**What you have to do**.
After reading the entries below, report how many lines have the string "check" in them, giving the number alone.

(Beginning of Extracted entries)

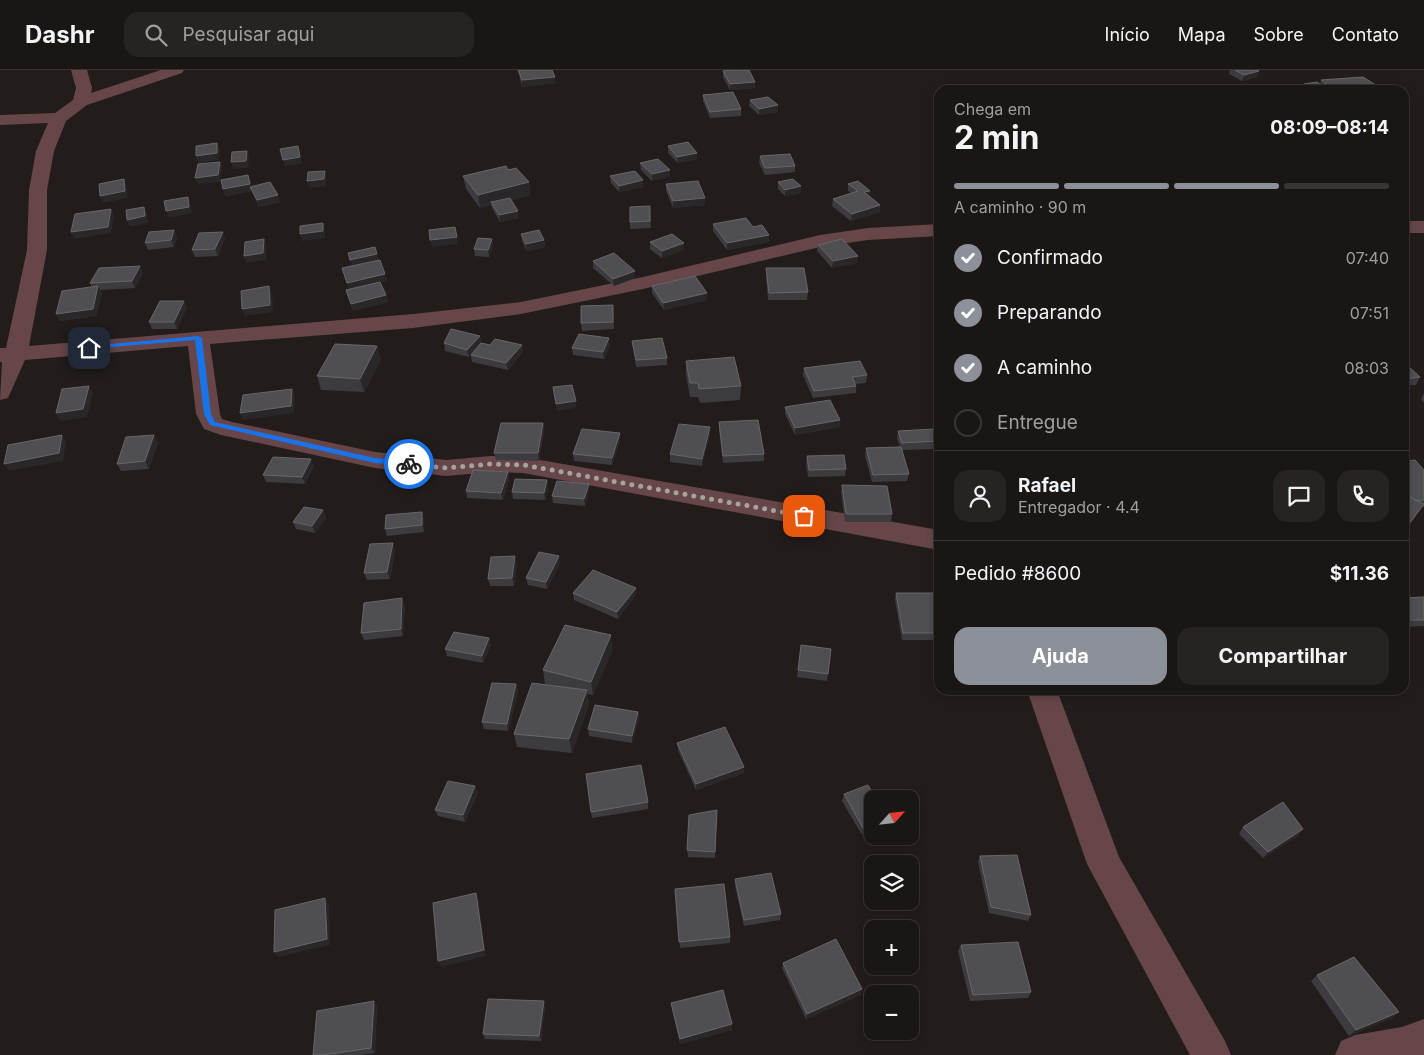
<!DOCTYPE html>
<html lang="pt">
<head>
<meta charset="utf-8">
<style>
	body { margin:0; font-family:Inter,sans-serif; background:#272322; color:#f1f3f6; height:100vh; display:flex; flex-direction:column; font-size:19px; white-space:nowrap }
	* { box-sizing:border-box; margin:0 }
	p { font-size:16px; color:#9f9fa0 }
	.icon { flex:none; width:28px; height:28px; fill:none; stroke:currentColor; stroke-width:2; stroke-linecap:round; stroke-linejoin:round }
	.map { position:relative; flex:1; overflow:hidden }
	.drawer { position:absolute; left:934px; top:15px; width:475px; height:610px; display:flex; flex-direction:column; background:#1a1614; border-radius:15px; box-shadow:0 2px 8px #0003,0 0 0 1px #383534 }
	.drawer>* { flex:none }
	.needle { width:32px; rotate:63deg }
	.fabs { position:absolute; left:864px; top:720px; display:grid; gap:10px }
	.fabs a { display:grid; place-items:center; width:55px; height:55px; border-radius:10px; background:#1a1614; box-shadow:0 2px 8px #0003,0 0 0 1px #383534; font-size:25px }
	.pin { position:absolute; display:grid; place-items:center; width:42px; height:42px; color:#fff; margin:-21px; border-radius:10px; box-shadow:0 2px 8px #0006 }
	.courier { position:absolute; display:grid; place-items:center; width:50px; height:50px; margin:-25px; border:4px solid #1a73e8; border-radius:50%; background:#fff; color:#222; box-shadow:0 1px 6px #0007 }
	.summary em { font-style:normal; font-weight:700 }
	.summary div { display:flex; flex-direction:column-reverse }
	.summary { display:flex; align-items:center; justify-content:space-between; height:85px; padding:0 20px }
	h1 { font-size:32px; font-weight:700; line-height:38px }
	.bar { display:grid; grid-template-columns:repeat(4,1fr); gap:8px 5px; align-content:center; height:60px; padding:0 20px }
	.bar i { height:6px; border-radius:4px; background:#383534 }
	.bar .on { background:#8c9099 }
	.bar p { grid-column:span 4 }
	.line { display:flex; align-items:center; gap:12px; padding:0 20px; border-top:1px solid #383534 }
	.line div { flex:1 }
	.round { display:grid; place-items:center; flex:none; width:52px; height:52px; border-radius:15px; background:#272322 }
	ol { padding:0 20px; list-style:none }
	li { display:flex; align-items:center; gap:15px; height:55px }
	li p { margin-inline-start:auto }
	li .icon { padding:5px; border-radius:50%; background:#8c9099; color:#fff; stroke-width:4 }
	li:last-child { color:#9f9fa0 }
	li i { width:28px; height:28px; border:2px solid #383534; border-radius:50% }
	.button { display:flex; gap:10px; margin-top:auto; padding:10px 20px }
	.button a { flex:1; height:58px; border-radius:15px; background:#8c9099; color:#fff; font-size:20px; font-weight:700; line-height:58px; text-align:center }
	.button a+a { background:#272322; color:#f1f3f6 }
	header { display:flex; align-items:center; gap:30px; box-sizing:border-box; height:70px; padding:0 25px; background:#1a1614; border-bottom:1px solid #383534 }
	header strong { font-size:24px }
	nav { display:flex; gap:28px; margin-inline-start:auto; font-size:18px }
	.search { width:350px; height:45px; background:#272322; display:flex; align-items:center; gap:12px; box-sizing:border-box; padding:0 18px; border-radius:15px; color:#9f9fa0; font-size:19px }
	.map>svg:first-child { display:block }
</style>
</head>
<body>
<header>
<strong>Dashr</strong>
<div class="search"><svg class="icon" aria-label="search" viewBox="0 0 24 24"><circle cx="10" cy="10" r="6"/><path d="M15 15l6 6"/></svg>Pesquisar aqui</div>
<nav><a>Início</a><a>Mapa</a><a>Sobre</a><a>Contato</a></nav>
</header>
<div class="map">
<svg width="1424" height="985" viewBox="0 0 1424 985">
	<rect width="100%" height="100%" fill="#221d1a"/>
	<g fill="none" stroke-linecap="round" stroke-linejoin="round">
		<!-- minor -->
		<path fill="#664648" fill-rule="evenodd" d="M71,0h16l5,18 -1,5 70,-23h23l-2,3 -95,32 -21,16 -12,30 -7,39v60l-18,96 384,-32 108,-12 122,-25 177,-42 48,-7 71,-4v12l-71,4 -48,7 -177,42 -122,25 -108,14 -203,16 10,70 2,5 10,3 143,30 71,8 45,-4 32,1 416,73v20l-416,-77 -32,-1 -45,4 -71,-8 -154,-33 -17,-6 -8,-15 -8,-68 -163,14 -17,38 -8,2 2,-38h-2v-14h6l21,-98 2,-60 7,-39 12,-28 -48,2v-10l55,-2 18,-13 3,-12z
			M1404,151h20v12h-20z
			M1027,620h30l62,167 106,184 6,14h-41l-103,-191z
			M1424,949v36h-89l6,-14 14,-6 47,-8z"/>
	</g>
	<!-- wall -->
	<path fill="#3c3b40" d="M518,0l38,13 -34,4z
		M1230,0h27v7l-15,4 -13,-7z
		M723,1l32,17 -25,2 -7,-13z
		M1321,10l58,7 -1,3h-77l3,-6h16z
		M703,25l38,14v7l-31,2 -7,-17z
		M750,30l28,5v7l-19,3 -10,-9z
		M668,76l29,7v6l-19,4 -10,-10z
		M760,86l35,10v6l-30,3 -6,-12z
		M640,93l30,7v6l-18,5 -11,-11z
		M508,100l21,12 1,13 -19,5 8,18 -19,4 -8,-14 -1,-3 -11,3 -14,-19 -3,-13z
		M610,106l34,11 -25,5 -8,-9z
		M250,112l1,4 29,16 -21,5 -7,-16 -27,5z
		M778,112l23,4v7l-16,3 -7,-7z
		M666,114l39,21 -32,3 -7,-17z
		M848,114l21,13 11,8v7l-29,9 -19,-15 1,-7 18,-6 -3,-2z
		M650,136l1,22 -21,1v-7z
		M713,154l40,3 16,8v7l-42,8 -14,-19z
		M521,164l23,6 1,7 -18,4 -5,-10z
		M177,167l-3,10 -26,3 -3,-7z
		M225,169l-7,17 -23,1 -3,-7z
		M650,172l34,1v7l-22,8 -12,-9z
		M818,175l39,18 -25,5 -15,-17z
		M493,176l-4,11 -14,-1 -1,-7z
		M348,183l31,7 8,21 -7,1 6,13 2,7 -35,9 -7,-21 3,-1 -7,-21 10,-2z
		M593,191l42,10v7l-21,8 -21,-18z
		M766,198l42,24 -1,8h-39l-2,-25z
		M143,203l-8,15 -35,2 2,3 -6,23 -36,5 -4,-7 36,-27 -2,-4z
		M652,216l55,14 -43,10 -12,-17z
		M184,231l3,7 -10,21h-25l-3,-7z
		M613,235l1,24 -32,2 -1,-8z
		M480,266l1,7 -12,14 -24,-6 -1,-8z
		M632,271l35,17v7l-31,2z
		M490,275h32l1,7 -15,18 -36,-8 -1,-7z
		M610,275l-6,14 -31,-4 -1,-7z
		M377,276l4,14 -17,32 -43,-2 -4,-14z
		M686,291l55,25 -1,14 -40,3 -2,-6h-8l-4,-22z
		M1404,295l16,12 -4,8 -12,1z
		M804,298l63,7 -1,8 -11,1 1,2v7l-43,5 -10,-23z
		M938,299h1v10l-2,-3z
		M1424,323v10l-3,-4z
		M785,337l55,20 -45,8 -10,-21z
		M719,352l45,32v7l-41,2 -4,-34z
		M543,353l1,8 -5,30 -43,-1 -2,-7z
		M898,361l40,10 -1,8 -35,1 7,24 -2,7 -35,1 -7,-26 1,-8 34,-1 -3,-9z
		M620,363v7l-8,25 -38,-4 -1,-7z
		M710,365l-8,31 -32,-4v-8z
		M158,372l-9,27 -28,2 -4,-7z
		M807,386l39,13 -1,7 -37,1 -2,-14z
		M1404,391l20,9v37h-3l-17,25z
		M314,396l-9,18 -39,-2 -3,-7z
		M508,402l1,7 -6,21 -36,-2 -1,-7z
		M547,410l1,7 -3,13 -32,-1 -1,-7z
		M842,415l50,29 -1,8h-46l-4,-30z
		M589,421l-4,15 -32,-3 -1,-7z
		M323,440l3,8 -11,15 -19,-4 -3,-7z
		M424,449v13l-37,4 -2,-7z
		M395,480l-5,29 -23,1 -3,-7z
		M560,493l-13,26 -19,-4 -2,-7z
		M517,494l-3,22h-24l-2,-7z
		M573,523l63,2 -18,24 -44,-19z
		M896,523h43v47h-37l-7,-40z
		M1424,527v29l-20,1v-29z
		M405,535l-2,31 -39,4 -3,-7z
		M489,568l2,7 -8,18 -36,-7 -2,-7z
		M801,575l30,4 -4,32 -30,-4z
		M613,579l-20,46 -6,-1 2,10 -17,49 -55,-6 -3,-13 40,-48 -9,-2 -2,-14z
		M516,614l2,7 -10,40 -24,-2 -2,-7z
		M638,642l1,7 -7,24 -43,-7 -1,-7z
		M677,673l67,24v6l-48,17 -18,-40z
		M586,704l62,28v7l-56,9z
		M478,723l-13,29 -27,-6 -3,-6z
		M844,724l32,5 -14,36 -20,-34z
		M717,740l-2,48 -27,-1 -1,-7z
		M1243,757l60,2 -5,7 -35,22 -24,-24z
		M980,786l51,59 -3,6 -39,-8 -11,-51z
		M735,809l46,35 -1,6 -36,6 -9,-40z
		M675,819l55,48v6l-50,5z
		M961,875l70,47 -3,6 -58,3 -12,-50z
		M783,893l79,26 -2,6 -54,24 -24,-51z
		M1317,905l82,37 -7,6 -43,18 -38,-55z
		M671,933l61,27 -52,14 -8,-35z
		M377,936l-2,47 -14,2h-48z
		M545,937l-4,34 -56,-2 -2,-5z"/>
	<!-- shaded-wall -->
	<path fill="#2a2729" d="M1259,1l-2,6 -15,4 2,-6z
		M555,7l1,6 -34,4v-7z
		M755,12v6l-25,2v-6z
		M778,35v7l-19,3v-6z
		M217,73l3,7 -1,10 -21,3 -2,-7z
		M298,76l4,18 -17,2 -2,-6z
		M247,81l2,6 -1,11 -15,1 -2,-7z
		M697,83v6l-19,4 -1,-6z
		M220,92l2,6 -2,14 -22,2 -3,-6z
		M670,100v6l-18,5v-7z
		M325,101l1,6v9l-17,2 -2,-7z
		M248,105l4,16 -2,-4 2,4 -27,5 -2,-7z
		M124,109l2,7 2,12 -25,5 -3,-7z
		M643,110l1,7 -25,5v-6z
		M529,112l1,13 -38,10 -1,-3v3l-11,3 -2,-13z
		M801,116v7l-16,3v-6z
		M870,121l-1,6 -5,-5z
		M278,125l2,7 -21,5 -2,-7z
		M188,127l2,6 2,10 -23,5 -3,-7z
		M705,128v7l-32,3v-7z
		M880,135v7l-29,9 1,-7z
		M144,137l3,6 1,10 -18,4 -3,-7z
		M111,139l3,6 -3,18 -36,6 -4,-7z
		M518,141l1,7 -19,4 -1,-7z
		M323,153l2,7v8l-23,3 -2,-7z
		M174,160l3,7 -3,10 -3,-7z
		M223,162l2,7 -7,17 -3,-7z
		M769,165v7l-42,8v-7z
		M457,167l1,7 -26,3 -2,-7z
		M264,169l2,7v14l-20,3 -2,-7z
		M492,169l1,7 -4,11 -1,-7z
		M544,170l1,7 -18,4 -1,-7z
		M684,173v7l-22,8v-7z
		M377,184l2,7 -27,6 -2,-7z
		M858,186l-1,7 -25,5 1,-7z
		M140,196l3,7 -8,15 -3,-7z
		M635,201v7l-21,8 -1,-7z
		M385,204l2,7 -38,9 -2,-7z
		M98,216l4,7 -6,23 -36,5 -4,-7z
		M269,216l3,7 1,19 -28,4 -3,-7z
		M707,223v7l-43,10 -1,-7z
		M386,225l2,7 -35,9 -2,-7z
		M184,231l3,7 -10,21 -3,-7z
		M480,266l1,7 -12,14 -2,-7z
		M609,268l1,7 -6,14 -1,-7z
		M522,275l1,7 -15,18 -2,-7z
		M377,276l4,14 -17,32 -4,-13z
		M89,316l4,7 -6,24 -27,4 -4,-8z
		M292,319l3,7 -1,17 -51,7 -3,-7z
		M576,331v7l-19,3 -1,-7z
		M840,350v7l-45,8v-7z
		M543,353l1,8 -5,30 -1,-8z
		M710,357v8l-8,31v-7z
		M620,363v7l-8,25v-7z
		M62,365l4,7 -3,19 -54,10 -5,-7z
		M154,365l4,7 -9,27 -4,-8z
		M311,389l3,7 -9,18 -3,-7z
		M508,402l1,7 -6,21 -2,-7z
		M547,410l1,7 -3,13 -1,-7z
		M589,414v7l-4,15 -1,-7z
		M323,440l3,8 -11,15 -3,-7z
		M422,442l2,7v13l-2,-7z
		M393,473l2,7 -5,29 -3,-7z
		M515,486l2,8 -3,22 -2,-8z
		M559,486l1,7 -13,26 -1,-7z
		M636,518v7l-18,24 -1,-7z
		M402,528l3,7 -2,31 -2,-7z
		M611,565l2,14 -20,46 -2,-13z
		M489,568l2,7 -8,18 -1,-7z
		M516,614l2,7 -10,40 -1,-7z
		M587,620l2,14 -17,49 -3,-14z
		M638,642l1,7 -7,24v-7z
		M744,697v6l-48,17v-6z
		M475,716l3,7 -13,29 -2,-7z
		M872,755v6l-10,4 1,-7z
		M1303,759l-5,7 -35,22 5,-6z
		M476,823l2,6 8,57 -45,11 -3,-6z
		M325,828l4,6 1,41 -51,12 -5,-5z
		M862,919l-2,6 -54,24 1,-5z
		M374,931l3,5 -2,47 -4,-5z
		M544,931l1,6 -4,34 -2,-5z
		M1399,942l-7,6 -43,18 7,-6z
		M732,954v6l-52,14v-5z"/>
	<!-- building -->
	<path fill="#4f4e52" stroke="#686669" d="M518,0h34l3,7 -33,3z
		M733,0h16l6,12 -25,2 -7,-13z
		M1235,0h22l2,1 -15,4z
		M1363,7l16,10 -27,3h-18l-13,-10z
		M1317,12l12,8h-16l-9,-6z
		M733,22l8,17 -31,3 -7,-17z
		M768,27l10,8 -19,4 -9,-9z
		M688,72l9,11 -20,4 -9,-11z
		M217,73v10l-21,3v-10z
		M298,76l2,11 -17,3 -3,-11z
		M247,81l-1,10 -15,1 1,-10z
		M790,84l5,12 -30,2 -5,-12z
		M658,89l12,11 -18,4 -12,-11z
		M220,92l-2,13 -23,3 3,-14z
		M506,96l2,4 8,-2 13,14 -51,13 -15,-19z
		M325,101l-1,8 -17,2 1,-9z
		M635,101l8,9 -24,6 -9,-10z
		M248,105l2,9 -27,5 -2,-9z
		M124,109l1,12 -25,5 -1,-12z
		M793,109l8,7 -16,4 -7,-8z
		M698,111l7,17 -32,3 -7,-17z
		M858,111l12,10 -6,1 16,13 -28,9 -19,-15 25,-8 -10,-7z
		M270,112l8,13 -21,5 -7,-13z
		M188,127l1,10 -23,4 -2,-10z
		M510,128l8,13 -19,4 -8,-13z
		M650,136v15l-20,1v-15z
		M144,137l1,9 -18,4 -1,-10z
		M111,139l-3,18 -37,5 4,-18z
		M746,148l7,9 9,-2 7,10 -42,8 -14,-19z
		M323,153v8l-23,3v-8z
		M455,157l2,10 -27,3 -1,-10z
		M174,160l-3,10 -26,3 4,-11z
		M539,160l5,10 -18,4 -5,-10z
		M223,162l-8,17 -23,1 7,-17z
		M672,164l12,9 -22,8 -12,-9z
		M478,168l14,1 -4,11 -14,-1z
		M264,169l-1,14 -19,3 1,-14z
		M842,169l16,17 -25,5 -15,-16z
		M375,177l2,7 -27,6 -2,-7z
		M614,183l21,18 -22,8 -20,-18z
		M380,190l5,14 -38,9 -5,-15z
		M140,196l-8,15 -42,2 9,-15z
		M766,198h38l4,24 -39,1z
		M695,206l12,17 -44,10 -11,-17z
		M380,212l6,13 -35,9 -5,-14z
		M98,216l-5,23 -37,5 6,-23z
		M269,216l1,19 -28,4 -1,-18z
		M160,231h24l-10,21h-25z
		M613,235v17l-32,1v-17z
		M451,259l29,7 -13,14 -23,-7z
		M579,264l30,4 -6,14 -31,-4z
		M662,268l5,20 -31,2 -4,-19z
		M495,269l27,6 -16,18 -35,-8 10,-12 9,2z
		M335,274l42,2 -17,33 -43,-3z
		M734,287l7,29 -42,3 -1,-6h-8l-4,-22z
		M860,291l7,14 -15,2 4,9 -42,5 -10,-23z
		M1404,295h3l13,12 -16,2z
		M572,315l4,16 -20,3 -3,-17z
		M89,316l-6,23 -27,4 6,-24z
		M292,319l-1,17 -51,7 3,-18z
		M830,330l10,20 -45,8 -10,-21z
		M758,350l6,34 -41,2 -4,-34z
		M501,353h42l-5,30h-44z
		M679,354l31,3 -8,32 -32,-5z
		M582,359l38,4 -8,25 -39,-4z
		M934,359l4,12 -36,2 -4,-12z
		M62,365l-3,18 -55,11 4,-19z
		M154,365l-9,26 -28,3 9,-27z
		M901,377l8,27 -36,1 -7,-27z
		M844,385l2,14 -37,1 -2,-14z
		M273,387l38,2 -9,18 -39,-2z
		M1415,390l9,10v30l-7,1 -5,-3 -8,-10v-27z
		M473,400l35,2 -7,21 -35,-2z
		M515,409l32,1 -3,13 -32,-1z
		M557,411l32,3 -5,15 -32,-3z
		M842,415l45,1 5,28h-46z
		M1404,424l20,10 -20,27z
		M304,437l19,3 -11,16 -19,-4z
		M422,442v13l-37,4 1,-14z
		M393,473l-6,29 -23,1 6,-29z
		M539,482l20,4 -13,26 -20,-4z
		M515,486l-3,22 -24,1 3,-22z
		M593,500l43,18 -19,24 -44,-19z
		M896,523h43v40h-36z
		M1424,527v23h-18l-2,-3v-19z
		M402,528l-1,31 -40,4 3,-30z
		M565,555l46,10 -20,47 -48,-12z
		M454,562l35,6 -7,18 -37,-7z
		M801,575l30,4 -3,25 -30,-4z
		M492,613l24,1 -9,40 -25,-2z
		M532,613l55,7 -18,49 -55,-5z
		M595,635l43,7 -6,24 -44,-7z
		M725,657l19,40 -48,17 -19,-41z
		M641,695l7,37 -57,10 -5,-38z
		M448,711l27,5 -12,29 -28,-5z
		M868,715l8,14h-4v26l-9,3 -19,-34z
		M1283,732l20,27 -35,23 -25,-25z
		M717,740l-2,42 -28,-2 2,-35z
		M1017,785l14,60 -40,-8 -11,-51z
		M771,803l10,41 -37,6 -9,-41z
		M724,814l6,53 -51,5 -4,-53z
		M476,823l8,57 -46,11 -5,-58z
		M325,828l2,41 -53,13 1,-42z
		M836,869l26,50 -55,25 -24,-51z
		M1018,872l13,50 -58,3 -12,-50z
		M1354,887l45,55 -43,18 -39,-55z
		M723,920l9,34 -52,15 -9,-36z
		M488,929l56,2 -5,35 -56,-2z
		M374,931l-3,47 -48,7h-10l4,-44z"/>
	<!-- route -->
	<path fill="#1a73e8" d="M198,266l4,2 9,76 4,8 160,36 34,3 3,3 -3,2 -34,-3 -165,-38 -6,-11 -9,-74 -106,9 -3,-1 3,-2z"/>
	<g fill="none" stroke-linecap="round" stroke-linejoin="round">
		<!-- done -->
		<path stroke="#a6a2a0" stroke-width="5" stroke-dasharray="0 9" d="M409,394l37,4 45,-4 33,1 280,51"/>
	</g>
</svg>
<div class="fabs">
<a><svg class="needle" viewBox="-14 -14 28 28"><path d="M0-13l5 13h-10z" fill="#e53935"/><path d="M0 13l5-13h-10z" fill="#9f9fa0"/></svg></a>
<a><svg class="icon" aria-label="layers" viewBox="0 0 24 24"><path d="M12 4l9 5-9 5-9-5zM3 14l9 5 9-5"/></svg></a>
<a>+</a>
<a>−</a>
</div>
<div class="pin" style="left:804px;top:446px;background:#ea580c"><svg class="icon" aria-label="bag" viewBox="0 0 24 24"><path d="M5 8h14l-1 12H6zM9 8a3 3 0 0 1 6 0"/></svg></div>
<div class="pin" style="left:89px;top:278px;background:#1f2937"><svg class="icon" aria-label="home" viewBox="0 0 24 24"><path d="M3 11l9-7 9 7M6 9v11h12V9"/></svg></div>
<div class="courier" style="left:409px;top:394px"><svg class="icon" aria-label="bike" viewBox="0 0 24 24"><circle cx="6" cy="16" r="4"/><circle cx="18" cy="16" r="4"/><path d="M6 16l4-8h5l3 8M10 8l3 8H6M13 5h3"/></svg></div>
<section class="drawer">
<div class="summary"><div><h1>2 min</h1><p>Chega em</p></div><em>08:09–08:14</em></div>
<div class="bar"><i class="on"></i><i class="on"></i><i class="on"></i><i></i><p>A caminho · 90 m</p></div>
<ol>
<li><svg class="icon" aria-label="check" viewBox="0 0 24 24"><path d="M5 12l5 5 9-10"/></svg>Confirmado<p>07:40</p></li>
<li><svg class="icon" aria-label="check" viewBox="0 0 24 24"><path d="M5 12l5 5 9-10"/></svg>Preparando<p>07:51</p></li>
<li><svg class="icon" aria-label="check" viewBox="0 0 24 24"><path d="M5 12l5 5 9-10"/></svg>A caminho<p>08:03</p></li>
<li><i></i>Entregue</li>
</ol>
<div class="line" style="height:90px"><a class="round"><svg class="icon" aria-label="person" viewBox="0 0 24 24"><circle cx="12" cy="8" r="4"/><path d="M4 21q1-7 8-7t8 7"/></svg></a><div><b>Rafael</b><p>Entregador · 4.4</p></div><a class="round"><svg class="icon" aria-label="chat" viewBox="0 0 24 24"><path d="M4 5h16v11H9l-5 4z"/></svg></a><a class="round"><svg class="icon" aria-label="phone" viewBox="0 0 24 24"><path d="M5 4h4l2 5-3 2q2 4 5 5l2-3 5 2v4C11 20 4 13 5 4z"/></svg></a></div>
<div class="line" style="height:65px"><div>Pedido #8600</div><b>$11.36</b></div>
<div class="button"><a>Ajuda</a><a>Compartilhar</a></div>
</section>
</div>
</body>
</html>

(End of Extracted entries)

**Answer box**.
3